La reazione dunque è una sola: rispondere al pianto del neonato nel più breve tempo possibile.
Se il motivo delle lacrime è la fame o la sete, basterà attaccarlo al seno per soddisfare il suo bisogno (ovviamente vale per il biberon nel caso in cui non state allattando). Se il problema è l’assenza della mamma, tra le sue braccia troverà conforto e tranquillità. Potete abbracciarlo, cullarlo, parlargli dolcemente all’orecchio o cantargli qualcosa. Nella maggior parte dei casi, il contatto fisico è la soluzione.
Se il disagio è di natura fisica, ad esempio le coliche gassose, anche in questo caso potete tenerlo in braccio, massaggiandogli il pancino o ponendolo sull’avanbraccio a pancia in giù. Provate a camminare lentamente per casa quando lo fate: potrebbe essere un buon aiuto.
Piano piano, giorno dopo giorno, ogni genitore impara qualcosa sul proprio bambino e pure sui suoi modi di piangere. Troverà quindi come rispondere al pianto del neonato e non è detto che ci siano regole che valgono per tutti: ogni bimbo è un microcosmo del tutto unico e speciale.
Una cosa è importante evidenziare però: non temete di dare “vizi” a vostro figlio. Non ascoltate chi vi dice che se lo prendete in braccio ogni volta che piange poi non ve lo “spiccicherete” più di dosso. Tenerlo stretto a voi non è un capriccio e non è affatto vero che poi sarà difficile farlo smettere (ma poi perché mai si dovrebbe smettere di tenere a sé i propri figli?). I neonati non conoscono “vizi”, ma hanno solo bisogni che non possono gestire da soli.

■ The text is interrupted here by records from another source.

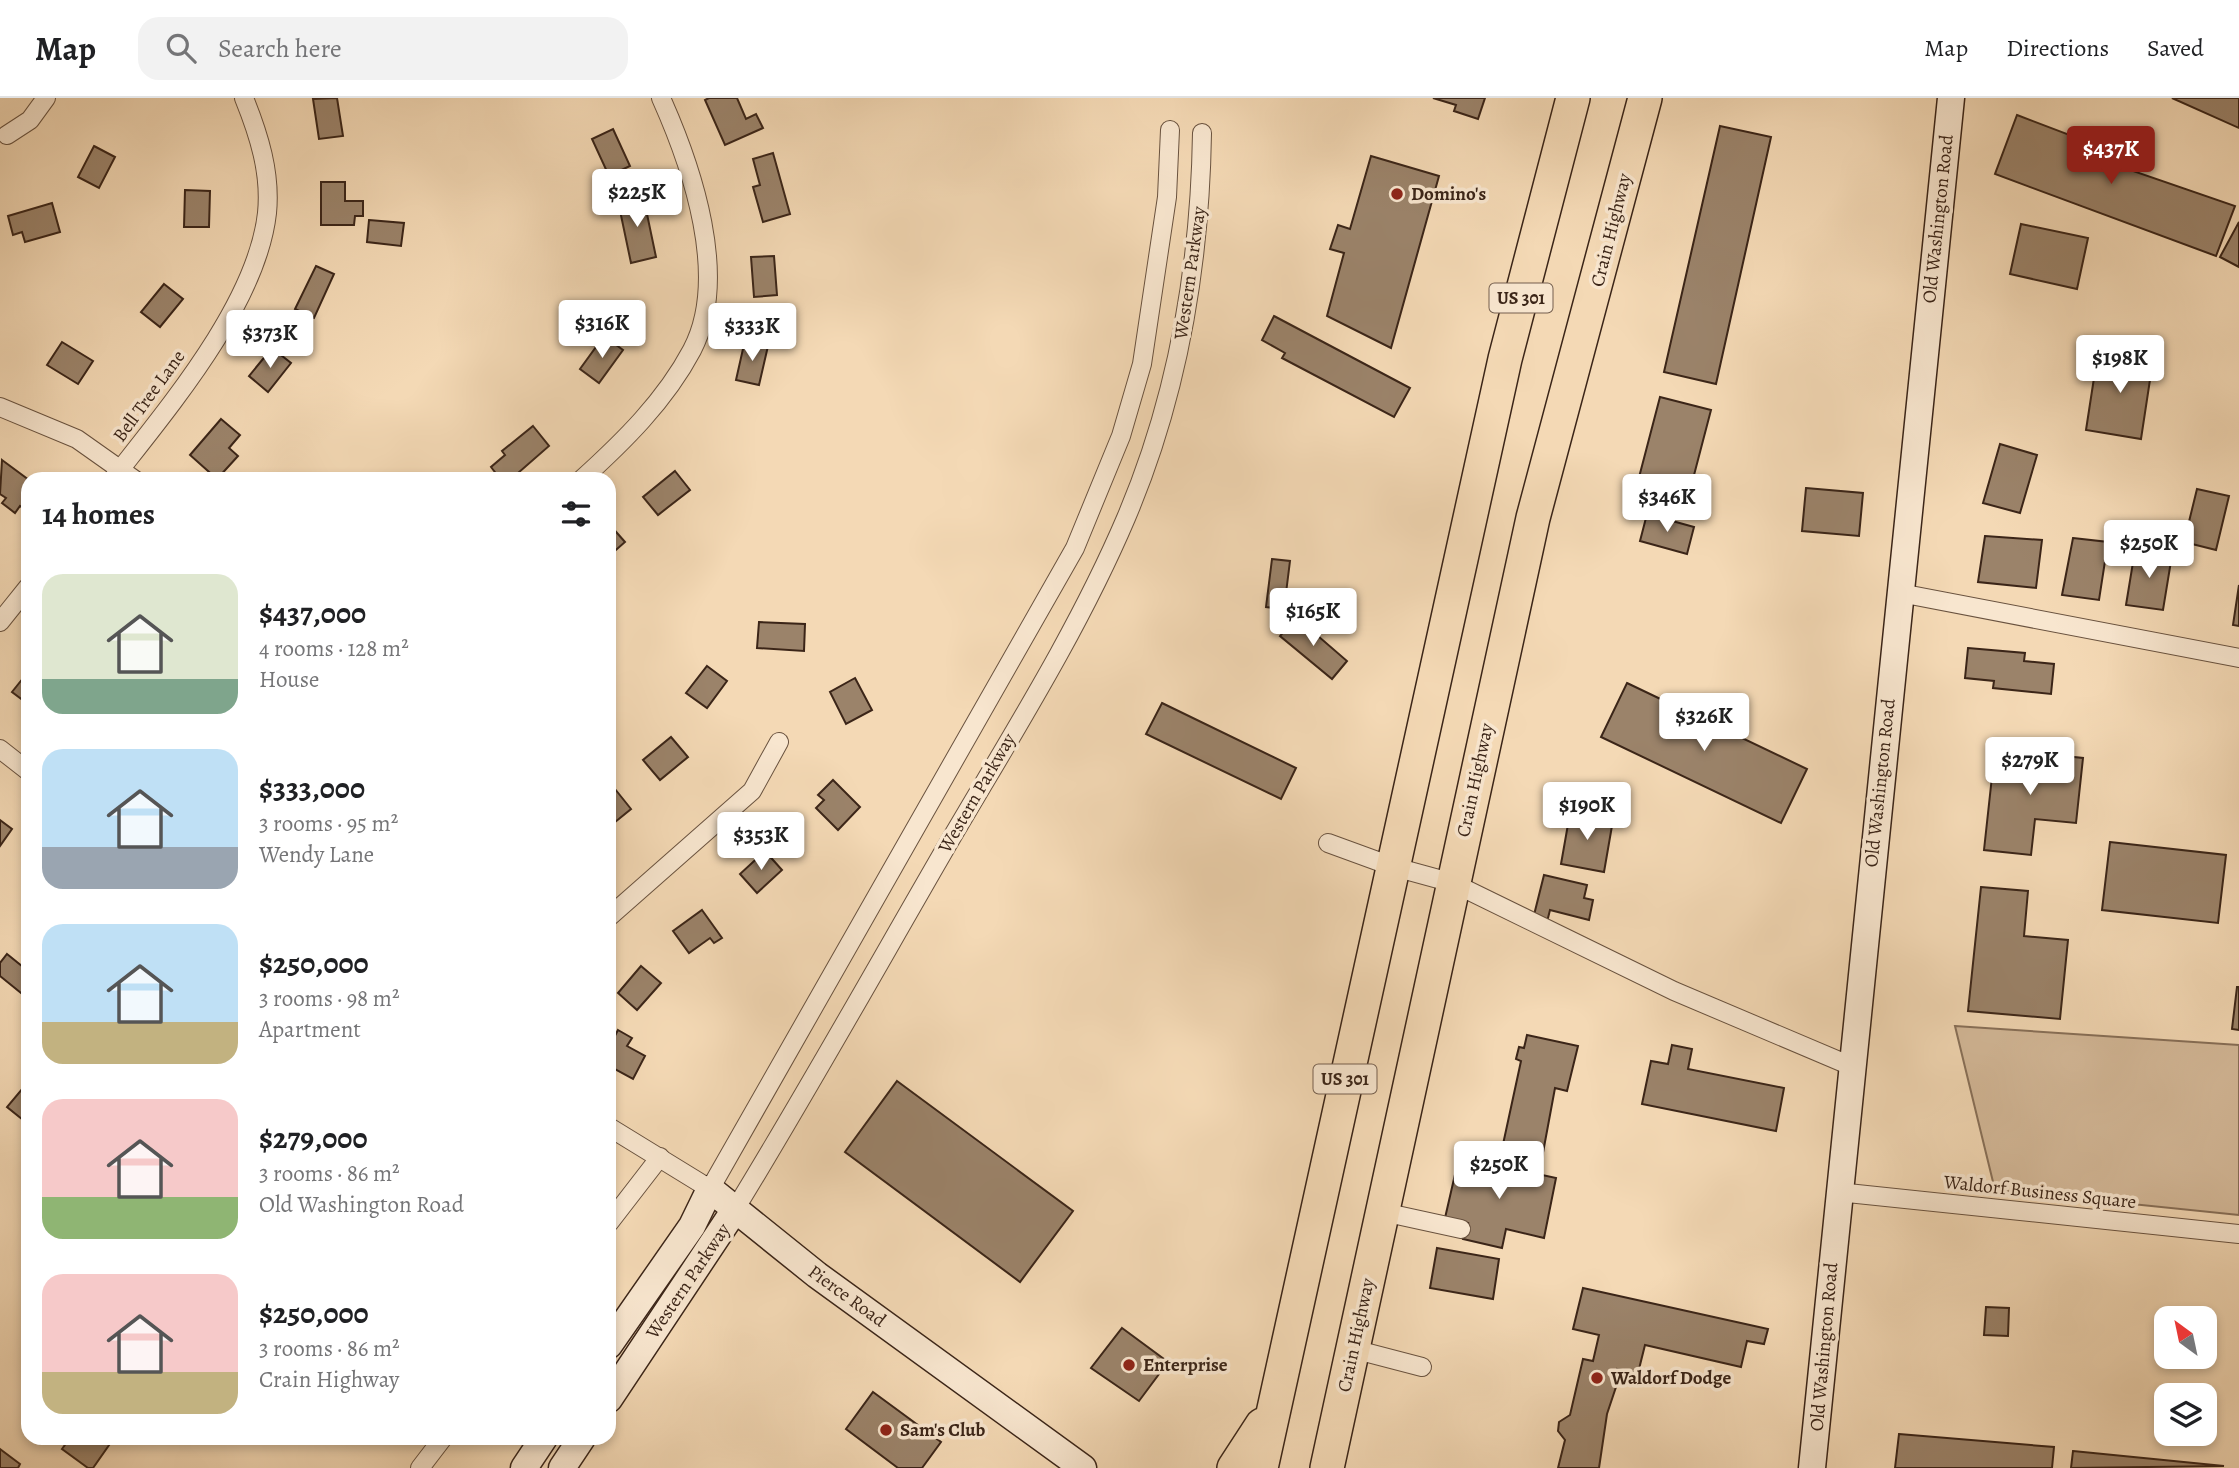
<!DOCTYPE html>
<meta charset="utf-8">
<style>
body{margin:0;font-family:Alegreya,serif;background:#f2f2f2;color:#202124;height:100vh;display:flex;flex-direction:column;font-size:26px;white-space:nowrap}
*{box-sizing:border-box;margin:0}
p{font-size:23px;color:#757577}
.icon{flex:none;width:38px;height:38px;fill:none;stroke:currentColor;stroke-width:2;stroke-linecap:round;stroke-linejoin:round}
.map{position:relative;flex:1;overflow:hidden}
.side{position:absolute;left:21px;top:374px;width:595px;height:973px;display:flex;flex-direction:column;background:#fff;border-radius:21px;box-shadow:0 4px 10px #0003}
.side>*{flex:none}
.needle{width:46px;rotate:327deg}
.controls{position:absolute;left:2154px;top:1208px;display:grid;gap:14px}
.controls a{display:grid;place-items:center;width:63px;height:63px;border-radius:14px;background:#fff;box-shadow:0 4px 10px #0003;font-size:35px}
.price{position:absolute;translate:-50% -60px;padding:0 16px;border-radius:7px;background:#fff;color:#222;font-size:23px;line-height:46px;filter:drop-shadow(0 2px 4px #0008)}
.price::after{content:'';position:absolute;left:50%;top:42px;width:21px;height:16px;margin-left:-10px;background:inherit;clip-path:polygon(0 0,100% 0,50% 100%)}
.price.active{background:#8f2418;color:#fff}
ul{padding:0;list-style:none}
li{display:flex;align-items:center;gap:21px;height:175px;padding:0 21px}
li span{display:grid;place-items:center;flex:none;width:196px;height:140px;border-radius:21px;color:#555}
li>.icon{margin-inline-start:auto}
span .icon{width:84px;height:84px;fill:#fffc;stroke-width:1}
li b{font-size:30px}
h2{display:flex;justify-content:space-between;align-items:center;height:84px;padding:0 21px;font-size:30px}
header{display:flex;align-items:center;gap:42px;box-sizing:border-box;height:98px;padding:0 35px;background:#fff;border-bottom:2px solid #e0e0e0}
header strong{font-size:33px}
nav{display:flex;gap:38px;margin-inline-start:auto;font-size:24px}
.search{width:490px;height:63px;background:#f2f2f2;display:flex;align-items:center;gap:18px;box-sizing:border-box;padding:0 24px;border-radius:21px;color:#757577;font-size:26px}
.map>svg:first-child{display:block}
.green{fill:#d5ba9a;stroke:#887059;stroke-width:2}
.building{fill:#9b836a;stroke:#3b2518;stroke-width:2}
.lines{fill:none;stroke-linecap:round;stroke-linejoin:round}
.street-casing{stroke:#69523f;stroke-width:20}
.secondary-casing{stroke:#3b2518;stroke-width:29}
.highway-casing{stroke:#3b2518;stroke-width:36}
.street{stroke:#f8e6cf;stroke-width:18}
.secondary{stroke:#f8e6cf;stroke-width:26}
.highway{stroke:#f4d9b5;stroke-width:33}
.poi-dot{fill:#8f2418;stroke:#f8e6cf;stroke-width:2.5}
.labels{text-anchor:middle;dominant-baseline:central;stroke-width:7;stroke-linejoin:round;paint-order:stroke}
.shield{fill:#f8e6cf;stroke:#745f4f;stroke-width:2}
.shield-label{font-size:18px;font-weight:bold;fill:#3b2518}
.poi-label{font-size:19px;font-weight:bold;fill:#3b2518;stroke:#f8e6cf;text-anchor:start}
.street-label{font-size:19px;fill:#3b2518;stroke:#f8e6cf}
</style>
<header>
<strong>Map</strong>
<div class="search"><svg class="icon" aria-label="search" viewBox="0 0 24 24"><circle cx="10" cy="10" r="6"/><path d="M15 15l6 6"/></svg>Search here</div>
<nav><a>Map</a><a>Directions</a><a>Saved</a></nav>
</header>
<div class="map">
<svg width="2239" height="1370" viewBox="0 0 2239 1370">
<rect width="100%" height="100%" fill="#f4d9b5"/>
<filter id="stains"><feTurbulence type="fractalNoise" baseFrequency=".00286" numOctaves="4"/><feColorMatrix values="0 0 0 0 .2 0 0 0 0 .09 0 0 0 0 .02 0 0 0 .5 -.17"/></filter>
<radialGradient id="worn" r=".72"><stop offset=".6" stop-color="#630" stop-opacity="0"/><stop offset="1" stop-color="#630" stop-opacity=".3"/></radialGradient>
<polygon class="green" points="1955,928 2239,947 2239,1117 1995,1092"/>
<g class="building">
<polygon points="337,0 343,38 319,41 313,1"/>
<polygon points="709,0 737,0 746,21 756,16 763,30 725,47 705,2"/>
<polygon points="1433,0 1485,0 1478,21 1454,13 1456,7"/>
<polygon points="2172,0 2239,0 2239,30"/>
<polygon points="2017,17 2138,63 2133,73 2235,108 2216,158 1995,76"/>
<polygon points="1720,28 1771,39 1716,286 1664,274"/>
<polygon points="613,31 630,68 609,78 592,41"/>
<polygon points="94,48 115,59 99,90 78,79"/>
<polygon points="773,55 790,116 763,124 753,89 760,87 753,61"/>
<polygon points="1371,58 1439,78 1391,250 1327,218 1344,155 1330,151 1338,127 1350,131"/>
<polygon points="321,84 345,84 345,103 363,103 363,118 355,118 354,127 321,127"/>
<polygon points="185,92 210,93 209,129 184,129"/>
<polygon points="643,97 656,159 631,165 618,103"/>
<polygon points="52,105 60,134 25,144 22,134 13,137 8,118"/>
<polygon points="369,122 404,125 401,148 367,144"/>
<polygon points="2239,124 2239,169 2220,159"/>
<polygon points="2021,126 2088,140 2077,191 2010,176"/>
<polygon points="774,158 777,197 754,199 751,159"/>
<polygon points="316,168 334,176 314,220 295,211"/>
<polygon points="164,186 183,201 160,229 141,214"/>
<polygon points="1274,218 1410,290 1394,319 1282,260 1285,255 1262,242"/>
<polygon points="604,238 623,252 599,285 580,271"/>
<polygon points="745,242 768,248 759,287 736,282"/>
<polygon points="62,244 93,263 78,286 47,267"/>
<polygon points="272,250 291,265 268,294 249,278"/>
<polygon points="2098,254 2153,262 2141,341 2086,332"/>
<polygon points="1660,299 1711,312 1688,400 1637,387"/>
<polygon points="221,321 240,337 229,350 238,358 217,381 190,357"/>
<polygon points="533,328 549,348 510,382 501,382 491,369 505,357 502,353"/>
<polygon points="2000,346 2037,357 2020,415 1983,405"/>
<polygon points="2,362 29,382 28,414 20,408 15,415 2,405 6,400 0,396"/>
<polygon points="675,373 690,392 658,417 643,399"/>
<polygon points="1806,390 1863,395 1859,438 1802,433"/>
<polygon points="2197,391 2229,398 2216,452 2184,444"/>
<polygon points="1647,416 1694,429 1687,456 1640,443"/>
<polygon points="610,427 625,444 609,458 609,428"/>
<polygon points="1985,438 2042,442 2036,490 1978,484"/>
<polygon points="2073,440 2108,444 2099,502 2062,497"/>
<polygon points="2135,452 2172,457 2163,512 2126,507"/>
<polygon points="1272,461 1290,463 1284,511 1266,509"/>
<polygon points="2239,487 2239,528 2233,527"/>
<polygon points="1296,519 1347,563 1332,581 1280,538"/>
<polygon points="759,524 805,526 804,553 757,550"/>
<polygon points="1968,550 2025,555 2024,563 2054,566 2051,596 1993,590 1994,583 1965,580"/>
<polygon points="707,568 727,583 707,610 686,595"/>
<polygon points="28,574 28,606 12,594"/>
<polygon points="855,580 872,612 846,626 830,594"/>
<polygon points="1627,585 1807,671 1781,725 1601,639"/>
<polygon points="1162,605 1296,670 1281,701 1146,636"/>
<polygon points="671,639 688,659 660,682 643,662"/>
<polygon points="1995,651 2083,660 2076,725 2035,721 2031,757 1984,752"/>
<polygon points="833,682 860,709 838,732 816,710 824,702 818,697"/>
<polygon points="615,691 631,711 609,729 609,696"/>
<polygon points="1570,715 1613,722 1604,774 1561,766"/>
<polygon points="0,722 12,731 0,748"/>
<polygon points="2110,744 2226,757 2218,825 2102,812"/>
<polygon points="765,753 782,772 757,795 740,776"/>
<polygon points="1544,777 1587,787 1584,800 1593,802 1589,822 1550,812 1547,824 1533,821"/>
<polygon points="1981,789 2028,793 2024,838 2068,842 2060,921 1968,913"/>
<polygon points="702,812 722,840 714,845 710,840 689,855 673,833"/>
<polygon points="7,856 28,873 26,899 0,878 0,865"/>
<polygon points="641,868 661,885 637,912 618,895"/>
<polygon points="2237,889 2239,889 2239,932 2232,931"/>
<polygon points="618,932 632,940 627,948 645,958 633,981 609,968 609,949"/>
<polygon points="1527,937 1578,948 1567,993 1555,990 1542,1060 1502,1051 1521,963 1516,961 1519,949 1524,950"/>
<polygon points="1672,947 1692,951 1688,971 1784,990 1776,1033 1642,1006 1651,963 1668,966"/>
<polygon points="897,983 1073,1113 1020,1184 845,1054"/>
<polygon points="28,984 28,1026 7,1009"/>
<polygon points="1459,1059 1556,1080 1544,1140 1506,1131 1502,1150 1463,1141 1468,1125 1445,1120"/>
<polygon points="1437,1150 1499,1161 1493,1201 1430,1190"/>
<polygon points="1583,1190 1768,1231 1764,1246 1747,1243 1741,1269 1645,1247 1638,1275 1617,1271 1614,1286 1617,1286 1607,1316 1599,1370 1558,1370 1565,1342 1558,1333 1559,1324 1570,1317 1583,1261 1593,1263 1599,1237 1573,1231"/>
<polygon points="1986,1209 2009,1210 2008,1238 1984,1237"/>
<polygon points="1122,1230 1168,1264 1139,1303 1091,1270"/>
<polygon points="873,1294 941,1344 922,1370 898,1370 846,1331"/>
<polygon points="1899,1336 2054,1349 2052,1370 1895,1370"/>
<polygon points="70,1340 114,1340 93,1370 88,1370 62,1351"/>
<polygon points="0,1351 20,1366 18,1370 0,1370"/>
<polygon points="2073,1353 2224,1368 2071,1370"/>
</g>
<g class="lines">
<g class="street-casing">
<g id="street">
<polyline points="7,37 30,22 46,0"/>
<polyline points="0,309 77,341 135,382"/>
<path d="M112,382C168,310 257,206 267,115C271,75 259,37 244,0"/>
<path d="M581,382C623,344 665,303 692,252C730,180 692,69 661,0"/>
<polyline points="1900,495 2239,560"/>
<polyline points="0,524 28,489"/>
<polyline points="0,651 28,673"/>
<polyline points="1328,745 1391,768 1453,785 1674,893 1851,968"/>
<polyline points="609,819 752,693 779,644"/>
<polyline points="609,1029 710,1091 1075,450 1121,338 1142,266 1167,99 1170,32"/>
<polyline points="1838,1094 2239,1136"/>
<path d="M734,1113C807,994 875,872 945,751C1008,643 1077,535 1126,420C1178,298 1200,166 1202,35"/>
<polyline points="1383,1114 1461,1131"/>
<polyline points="609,1125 660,1059"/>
<polyline points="1353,1251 1422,1269"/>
<polyline points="420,1370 443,1340"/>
</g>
</g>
<g class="secondary-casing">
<g id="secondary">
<polyline points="609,1247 692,1128 710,1091 817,1177 1083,1370"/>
<polyline points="609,1301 734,1113"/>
<polyline points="524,1370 544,1340"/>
<polyline points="562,1370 582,1340"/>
<polyline points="1812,1370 1951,0"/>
</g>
</g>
<g class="highway-casing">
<g id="highway">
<polyline points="1234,1370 1262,1327"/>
<polyline points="1261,1370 1505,261 1573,0"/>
<polyline points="1327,1370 1533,420 1645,0"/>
</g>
</g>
<use href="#street" class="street"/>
<use href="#secondary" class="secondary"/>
<use href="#highway" class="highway"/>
</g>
<g class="poi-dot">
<circle cx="1397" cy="96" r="7"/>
<circle cx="1129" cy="1267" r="7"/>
<circle cx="1597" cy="1280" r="7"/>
<circle cx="886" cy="1332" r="7"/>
</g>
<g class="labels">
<g class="shield">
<rect x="1489.5" y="185.5" width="63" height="29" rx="5"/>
<rect x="1313.5" y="966.5" width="63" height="29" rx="5"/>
</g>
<g class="shield-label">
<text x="1521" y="200">US 301</text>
<text x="1345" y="981">US 301</text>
</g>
<g class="poi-label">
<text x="1411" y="96">Domino's</text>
<text x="1143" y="1267">Enterprise</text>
<text x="1611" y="1280">Waldorf Dodge</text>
<text x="900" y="1332">Sam's Club</text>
</g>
<g class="street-label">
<text transform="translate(1938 121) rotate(-84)">Old Washington Road</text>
<text transform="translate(1611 132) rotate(-76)">Crain Highway</text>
<text transform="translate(1190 175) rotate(-82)">Western Parkway</text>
<text transform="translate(149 298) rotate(-54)">Bell Tree Lane</text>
<text transform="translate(1475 682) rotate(-78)">Crain Highway</text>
<text transform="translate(1880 685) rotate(-84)">Old Washington Road</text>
<text transform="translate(977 695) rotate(-60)">Western Parkway</text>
<text transform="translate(2040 1094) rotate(6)">Waldorf Business Square</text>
<text transform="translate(688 1183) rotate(-56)">Western Parkway</text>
<text transform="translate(847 1198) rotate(36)">Pierce Road</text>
<text transform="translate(1356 1237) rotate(-78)">Crain Highway</text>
<text transform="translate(1824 1249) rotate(-85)">Old Washington Road</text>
</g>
</g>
<rect width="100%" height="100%" filter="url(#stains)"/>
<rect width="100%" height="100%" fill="url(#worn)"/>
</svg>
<div class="controls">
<a><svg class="needle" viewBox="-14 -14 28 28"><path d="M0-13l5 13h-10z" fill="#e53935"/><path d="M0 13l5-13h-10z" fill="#757577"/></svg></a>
<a><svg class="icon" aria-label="layers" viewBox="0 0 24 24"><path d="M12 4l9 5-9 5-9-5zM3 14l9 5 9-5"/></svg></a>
</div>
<b class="price active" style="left:2111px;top:88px">$437K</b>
<b class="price" style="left:637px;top:131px">$225K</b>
<b class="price" style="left:602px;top:262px">$316K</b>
<b class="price" style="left:752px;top:265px">$333K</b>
<b class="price" style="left:270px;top:272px">$373K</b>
<b class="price" style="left:2120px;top:297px">$198K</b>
<b class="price" style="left:1667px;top:436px">$346K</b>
<b class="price" style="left:2149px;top:482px">$250K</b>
<b class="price" style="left:1313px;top:550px">$165K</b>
<b class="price" style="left:1704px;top:655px">$326K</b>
<b class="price" style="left:2030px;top:699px">$279K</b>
<b class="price" style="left:1587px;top:744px">$190K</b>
<b class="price" style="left:761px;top:774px">$353K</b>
<b class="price" style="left:1499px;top:1103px">$250K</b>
<section class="side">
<h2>14 homes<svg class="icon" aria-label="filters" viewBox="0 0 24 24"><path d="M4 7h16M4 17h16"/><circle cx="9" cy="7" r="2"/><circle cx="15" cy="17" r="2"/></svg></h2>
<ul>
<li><span style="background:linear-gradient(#dfe7d0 75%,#7fa58c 0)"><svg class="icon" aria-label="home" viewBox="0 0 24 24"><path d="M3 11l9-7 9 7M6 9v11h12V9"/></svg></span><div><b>$437,000</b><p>4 rooms · 128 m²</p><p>House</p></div></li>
<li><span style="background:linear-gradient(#bfe0f5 70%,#9aa5b1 0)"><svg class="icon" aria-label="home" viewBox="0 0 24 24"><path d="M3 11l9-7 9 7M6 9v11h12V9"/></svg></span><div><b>$333,000</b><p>3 rooms · 95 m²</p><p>Wendy Lane</p></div></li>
<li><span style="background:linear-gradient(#bfe0f5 70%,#c2b280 0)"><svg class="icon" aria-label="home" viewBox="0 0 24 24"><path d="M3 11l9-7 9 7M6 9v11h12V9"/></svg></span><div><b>$250,000</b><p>3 rooms · 98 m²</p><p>Apartment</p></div></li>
<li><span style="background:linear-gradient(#f6c9c9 70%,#8fb573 0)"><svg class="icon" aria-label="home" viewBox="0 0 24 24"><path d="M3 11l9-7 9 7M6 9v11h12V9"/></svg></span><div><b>$279,000</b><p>3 rooms · 86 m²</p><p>Old Washington Road</p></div></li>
<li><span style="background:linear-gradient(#f6c9c9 70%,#c2b280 0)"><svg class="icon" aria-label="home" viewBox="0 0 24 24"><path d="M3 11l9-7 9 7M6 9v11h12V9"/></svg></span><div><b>$250,000</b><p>3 rooms · 86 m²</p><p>Crain Highway</p></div></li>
</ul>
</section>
</div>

Soddisfare questi bisogni è l’unica via per aiutare il bambino ad avere fiducia nel mondo che lo circonda. Sapere che al suo richiamo seguirà sempre una risposta da parte vostra lo renderà sicuro, sicuro del vostro amore e, nel tempo, sicuro di sé. Ascoltandolo e facendolo sentire accolto, mamma e papà diventeranno un porto sicuro da cui partire per muovere i primi passi da solo e dove tornare ogni volta che si desiderano calore e rassicurazione.